◆ ABOUT THIS TASK
In the records below, find the line that contains "font-size:22px; fill:#657683; stroke:#fff" and the line that contains "M386,948l-12,39 -4,64h-75l21,-100z". Set down exactly those lines and every line between them, and nothing more.

>>>>>

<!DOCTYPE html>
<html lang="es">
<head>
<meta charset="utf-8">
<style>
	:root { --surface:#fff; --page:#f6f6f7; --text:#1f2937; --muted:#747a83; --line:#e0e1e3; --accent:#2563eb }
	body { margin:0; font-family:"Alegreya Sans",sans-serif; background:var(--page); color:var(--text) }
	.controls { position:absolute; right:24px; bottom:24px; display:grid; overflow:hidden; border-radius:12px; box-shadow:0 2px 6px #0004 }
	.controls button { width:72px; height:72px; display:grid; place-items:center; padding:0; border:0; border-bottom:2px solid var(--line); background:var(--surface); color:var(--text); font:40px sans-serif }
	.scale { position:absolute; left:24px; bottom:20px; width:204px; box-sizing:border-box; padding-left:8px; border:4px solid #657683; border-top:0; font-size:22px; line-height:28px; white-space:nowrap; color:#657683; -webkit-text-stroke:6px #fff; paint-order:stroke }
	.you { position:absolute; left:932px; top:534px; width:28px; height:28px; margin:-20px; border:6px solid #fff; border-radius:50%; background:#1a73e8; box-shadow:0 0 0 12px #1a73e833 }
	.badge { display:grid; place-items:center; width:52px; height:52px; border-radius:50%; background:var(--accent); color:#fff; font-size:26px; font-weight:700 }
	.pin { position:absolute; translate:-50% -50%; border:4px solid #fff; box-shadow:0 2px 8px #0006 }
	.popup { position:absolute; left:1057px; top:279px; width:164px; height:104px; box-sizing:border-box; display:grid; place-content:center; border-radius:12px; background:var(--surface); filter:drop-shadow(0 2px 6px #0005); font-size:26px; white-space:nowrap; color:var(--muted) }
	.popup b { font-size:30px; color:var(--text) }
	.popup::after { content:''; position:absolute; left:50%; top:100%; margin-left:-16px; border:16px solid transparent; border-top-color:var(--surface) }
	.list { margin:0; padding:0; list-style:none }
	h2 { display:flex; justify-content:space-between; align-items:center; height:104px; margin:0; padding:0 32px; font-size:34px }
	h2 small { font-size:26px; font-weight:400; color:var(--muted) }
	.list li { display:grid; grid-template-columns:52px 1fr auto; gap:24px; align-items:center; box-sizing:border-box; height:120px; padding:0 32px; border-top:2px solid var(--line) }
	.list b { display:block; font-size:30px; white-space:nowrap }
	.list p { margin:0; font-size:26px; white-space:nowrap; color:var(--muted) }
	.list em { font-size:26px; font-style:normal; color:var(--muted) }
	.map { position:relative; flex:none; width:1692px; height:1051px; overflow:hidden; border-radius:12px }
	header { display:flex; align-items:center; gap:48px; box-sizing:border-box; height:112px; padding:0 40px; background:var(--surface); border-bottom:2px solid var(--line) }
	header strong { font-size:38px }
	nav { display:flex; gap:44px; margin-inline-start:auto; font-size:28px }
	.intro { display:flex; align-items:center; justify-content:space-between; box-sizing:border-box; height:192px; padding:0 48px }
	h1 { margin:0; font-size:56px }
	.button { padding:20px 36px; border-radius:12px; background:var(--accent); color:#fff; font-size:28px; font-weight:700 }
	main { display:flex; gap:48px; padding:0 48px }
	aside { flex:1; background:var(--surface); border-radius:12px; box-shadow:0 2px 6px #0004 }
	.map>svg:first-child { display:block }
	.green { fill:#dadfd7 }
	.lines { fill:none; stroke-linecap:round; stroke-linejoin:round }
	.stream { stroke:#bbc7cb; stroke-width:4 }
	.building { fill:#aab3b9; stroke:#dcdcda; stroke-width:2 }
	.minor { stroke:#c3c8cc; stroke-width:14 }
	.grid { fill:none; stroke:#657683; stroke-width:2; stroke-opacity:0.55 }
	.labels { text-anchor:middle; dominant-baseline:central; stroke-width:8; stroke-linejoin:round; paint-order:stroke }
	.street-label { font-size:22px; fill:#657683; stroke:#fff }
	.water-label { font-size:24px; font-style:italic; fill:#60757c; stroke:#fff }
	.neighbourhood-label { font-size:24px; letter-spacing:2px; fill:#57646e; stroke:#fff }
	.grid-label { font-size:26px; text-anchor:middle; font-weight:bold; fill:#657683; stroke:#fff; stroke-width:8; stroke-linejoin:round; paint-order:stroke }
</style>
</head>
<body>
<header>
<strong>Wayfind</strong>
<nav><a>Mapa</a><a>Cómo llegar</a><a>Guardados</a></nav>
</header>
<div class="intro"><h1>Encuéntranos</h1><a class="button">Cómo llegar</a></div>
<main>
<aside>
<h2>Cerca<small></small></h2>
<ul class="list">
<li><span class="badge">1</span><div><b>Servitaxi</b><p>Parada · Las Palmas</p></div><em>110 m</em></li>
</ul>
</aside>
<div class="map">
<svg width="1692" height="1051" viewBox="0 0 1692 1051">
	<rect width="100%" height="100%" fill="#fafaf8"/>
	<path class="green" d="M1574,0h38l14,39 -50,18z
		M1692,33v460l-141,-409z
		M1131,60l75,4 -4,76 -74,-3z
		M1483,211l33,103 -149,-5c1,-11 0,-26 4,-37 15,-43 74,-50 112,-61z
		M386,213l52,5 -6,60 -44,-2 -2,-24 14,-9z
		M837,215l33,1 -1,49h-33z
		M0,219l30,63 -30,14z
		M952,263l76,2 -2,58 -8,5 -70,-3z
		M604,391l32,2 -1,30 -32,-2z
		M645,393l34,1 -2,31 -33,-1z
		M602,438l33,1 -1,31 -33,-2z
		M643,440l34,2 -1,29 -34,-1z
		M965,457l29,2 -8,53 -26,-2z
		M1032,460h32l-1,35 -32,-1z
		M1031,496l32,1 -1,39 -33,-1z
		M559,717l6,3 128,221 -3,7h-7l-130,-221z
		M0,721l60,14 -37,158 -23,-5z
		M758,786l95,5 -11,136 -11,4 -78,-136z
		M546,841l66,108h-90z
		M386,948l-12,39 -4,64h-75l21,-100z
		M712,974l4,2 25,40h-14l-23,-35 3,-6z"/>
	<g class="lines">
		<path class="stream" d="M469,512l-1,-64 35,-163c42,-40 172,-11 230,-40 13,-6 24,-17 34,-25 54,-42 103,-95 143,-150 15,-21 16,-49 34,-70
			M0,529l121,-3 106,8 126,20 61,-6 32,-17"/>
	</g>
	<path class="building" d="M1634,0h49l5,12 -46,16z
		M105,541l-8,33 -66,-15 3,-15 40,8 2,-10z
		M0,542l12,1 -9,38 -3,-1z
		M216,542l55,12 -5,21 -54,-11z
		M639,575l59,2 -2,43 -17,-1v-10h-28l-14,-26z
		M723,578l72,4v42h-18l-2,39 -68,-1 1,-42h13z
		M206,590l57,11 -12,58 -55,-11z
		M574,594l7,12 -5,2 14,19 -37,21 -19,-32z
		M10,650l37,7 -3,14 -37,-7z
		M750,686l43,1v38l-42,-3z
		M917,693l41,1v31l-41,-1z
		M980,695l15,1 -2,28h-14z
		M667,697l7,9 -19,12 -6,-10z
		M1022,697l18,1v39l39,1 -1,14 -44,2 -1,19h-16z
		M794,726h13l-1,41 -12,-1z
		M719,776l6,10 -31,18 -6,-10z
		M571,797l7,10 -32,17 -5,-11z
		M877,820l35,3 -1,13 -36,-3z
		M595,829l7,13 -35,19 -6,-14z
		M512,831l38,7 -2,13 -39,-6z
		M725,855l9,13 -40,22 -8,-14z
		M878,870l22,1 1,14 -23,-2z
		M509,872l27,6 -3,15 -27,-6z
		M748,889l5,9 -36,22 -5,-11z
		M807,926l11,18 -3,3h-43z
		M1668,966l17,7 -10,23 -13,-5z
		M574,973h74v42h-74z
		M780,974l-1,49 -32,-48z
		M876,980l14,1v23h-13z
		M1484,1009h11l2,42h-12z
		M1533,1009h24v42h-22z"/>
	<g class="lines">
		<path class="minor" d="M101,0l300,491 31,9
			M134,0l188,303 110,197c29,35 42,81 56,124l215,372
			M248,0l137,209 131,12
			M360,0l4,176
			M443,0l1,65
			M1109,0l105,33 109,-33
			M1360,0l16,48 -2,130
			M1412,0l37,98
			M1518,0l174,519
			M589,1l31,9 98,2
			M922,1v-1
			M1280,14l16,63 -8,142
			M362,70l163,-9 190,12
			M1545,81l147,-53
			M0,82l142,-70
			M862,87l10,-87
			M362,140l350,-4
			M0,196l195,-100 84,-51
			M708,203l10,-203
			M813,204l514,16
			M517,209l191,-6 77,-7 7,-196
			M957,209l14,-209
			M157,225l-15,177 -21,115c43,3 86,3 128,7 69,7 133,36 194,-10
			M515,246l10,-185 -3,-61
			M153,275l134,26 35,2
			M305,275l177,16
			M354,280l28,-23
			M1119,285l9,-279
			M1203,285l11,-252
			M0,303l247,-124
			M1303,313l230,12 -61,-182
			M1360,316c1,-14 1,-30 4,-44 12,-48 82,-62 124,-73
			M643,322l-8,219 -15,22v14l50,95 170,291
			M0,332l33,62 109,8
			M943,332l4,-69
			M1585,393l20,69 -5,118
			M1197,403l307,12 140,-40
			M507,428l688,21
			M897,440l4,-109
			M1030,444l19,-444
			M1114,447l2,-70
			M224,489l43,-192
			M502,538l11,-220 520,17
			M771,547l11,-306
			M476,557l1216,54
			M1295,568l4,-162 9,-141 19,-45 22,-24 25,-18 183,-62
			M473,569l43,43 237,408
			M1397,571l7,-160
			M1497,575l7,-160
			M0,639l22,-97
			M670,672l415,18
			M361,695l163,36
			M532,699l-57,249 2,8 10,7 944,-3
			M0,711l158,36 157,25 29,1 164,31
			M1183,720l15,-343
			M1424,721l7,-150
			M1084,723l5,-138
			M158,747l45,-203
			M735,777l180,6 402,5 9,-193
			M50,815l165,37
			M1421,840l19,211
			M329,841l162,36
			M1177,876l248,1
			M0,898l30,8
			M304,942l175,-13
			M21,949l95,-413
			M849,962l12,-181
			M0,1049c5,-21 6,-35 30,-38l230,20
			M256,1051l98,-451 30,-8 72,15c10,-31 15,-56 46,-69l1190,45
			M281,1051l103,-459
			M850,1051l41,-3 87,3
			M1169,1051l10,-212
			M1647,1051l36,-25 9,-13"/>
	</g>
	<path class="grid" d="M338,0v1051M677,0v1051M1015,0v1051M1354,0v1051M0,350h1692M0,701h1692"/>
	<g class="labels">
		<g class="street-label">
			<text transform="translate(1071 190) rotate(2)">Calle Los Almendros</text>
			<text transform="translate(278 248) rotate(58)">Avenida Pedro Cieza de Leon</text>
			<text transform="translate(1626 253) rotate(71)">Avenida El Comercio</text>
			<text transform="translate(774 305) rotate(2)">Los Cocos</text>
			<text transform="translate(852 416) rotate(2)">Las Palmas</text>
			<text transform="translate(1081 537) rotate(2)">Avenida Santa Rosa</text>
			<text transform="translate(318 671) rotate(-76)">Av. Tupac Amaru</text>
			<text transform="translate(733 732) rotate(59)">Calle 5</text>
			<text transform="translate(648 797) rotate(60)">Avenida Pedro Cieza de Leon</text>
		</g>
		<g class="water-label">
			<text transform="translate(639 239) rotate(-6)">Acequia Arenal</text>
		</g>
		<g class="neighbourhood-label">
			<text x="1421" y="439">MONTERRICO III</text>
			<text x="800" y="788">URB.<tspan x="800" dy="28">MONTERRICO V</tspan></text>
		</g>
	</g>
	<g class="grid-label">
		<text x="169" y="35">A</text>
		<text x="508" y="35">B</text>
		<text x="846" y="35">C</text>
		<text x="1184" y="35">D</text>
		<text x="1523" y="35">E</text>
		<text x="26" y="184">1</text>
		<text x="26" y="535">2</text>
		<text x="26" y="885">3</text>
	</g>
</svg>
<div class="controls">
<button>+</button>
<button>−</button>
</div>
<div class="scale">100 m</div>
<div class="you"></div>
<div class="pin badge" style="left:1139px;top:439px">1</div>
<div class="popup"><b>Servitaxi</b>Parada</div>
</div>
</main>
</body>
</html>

<<<<<

◆ ANSWER BELOW
	.street-label { font-size:22px; fill:#657683; stroke:#fff }
	.water-label { font-size:24px; font-style:italic; fill:#60757c; stroke:#fff }
	.neighbourhood-label { font-size:24px; letter-spacing:2px; fill:#57646e; stroke:#fff }
	.grid-label { font-size:26px; text-anchor:middle; font-weight:bold; fill:#657683; stroke:#fff; stroke-width:8; stroke-linejoin:round; paint-order:stroke }
</style>
</head>
<body>
<header>
<strong>Wayfind</strong>
<nav><a>Mapa</a><a>Cómo llegar</a><a>Guardados</a></nav>
</header>
<div class="intro"><h1>Encuéntranos</h1><a class="button">Cómo llegar</a></div>
<main>
<aside>
<h2>Cerca<small></small></h2>
<ul class="list">
<li><span class="badge">1</span><div><b>Servitaxi</b><p>Parada · Las Palmas</p></div><em>110 m</em></li>
</ul>
</aside>
<div class="map">
<svg width="1692" height="1051" viewBox="0 0 1692 1051">
	<rect width="100%" height="100%" fill="#fafaf8"/>
	<path class="green" d="M1574,0h38l14,39 -50,18z
		M1692,33v460l-141,-409z
		M1131,60l75,4 -4,76 -74,-3z
		M1483,211l33,103 -149,-5c1,-11 0,-26 4,-37 15,-43 74,-50 112,-61z
		M386,213l52,5 -6,60 -44,-2 -2,-24 14,-9z
		M837,215l33,1 -1,49h-33z
		M0,219l30,63 -30,14z
		M952,263l76,2 -2,58 -8,5 -70,-3z
		M604,391l32,2 -1,30 -32,-2z
		M645,393l34,1 -2,31 -33,-1z
		M602,438l33,1 -1,31 -33,-2z
		M643,440l34,2 -1,29 -34,-1z
		M965,457l29,2 -8,53 -26,-2z
		M1032,460h32l-1,35 -32,-1z
		M1031,496l32,1 -1,39 -33,-1z
		M559,717l6,3 128,221 -3,7h-7l-130,-221z
		M0,721l60,14 -37,158 -23,-5z
		M758,786l95,5 -11,136 -11,4 -78,-136z
		M546,841l66,108h-90z
		M386,948l-12,39 -4,64h-75l21,-100z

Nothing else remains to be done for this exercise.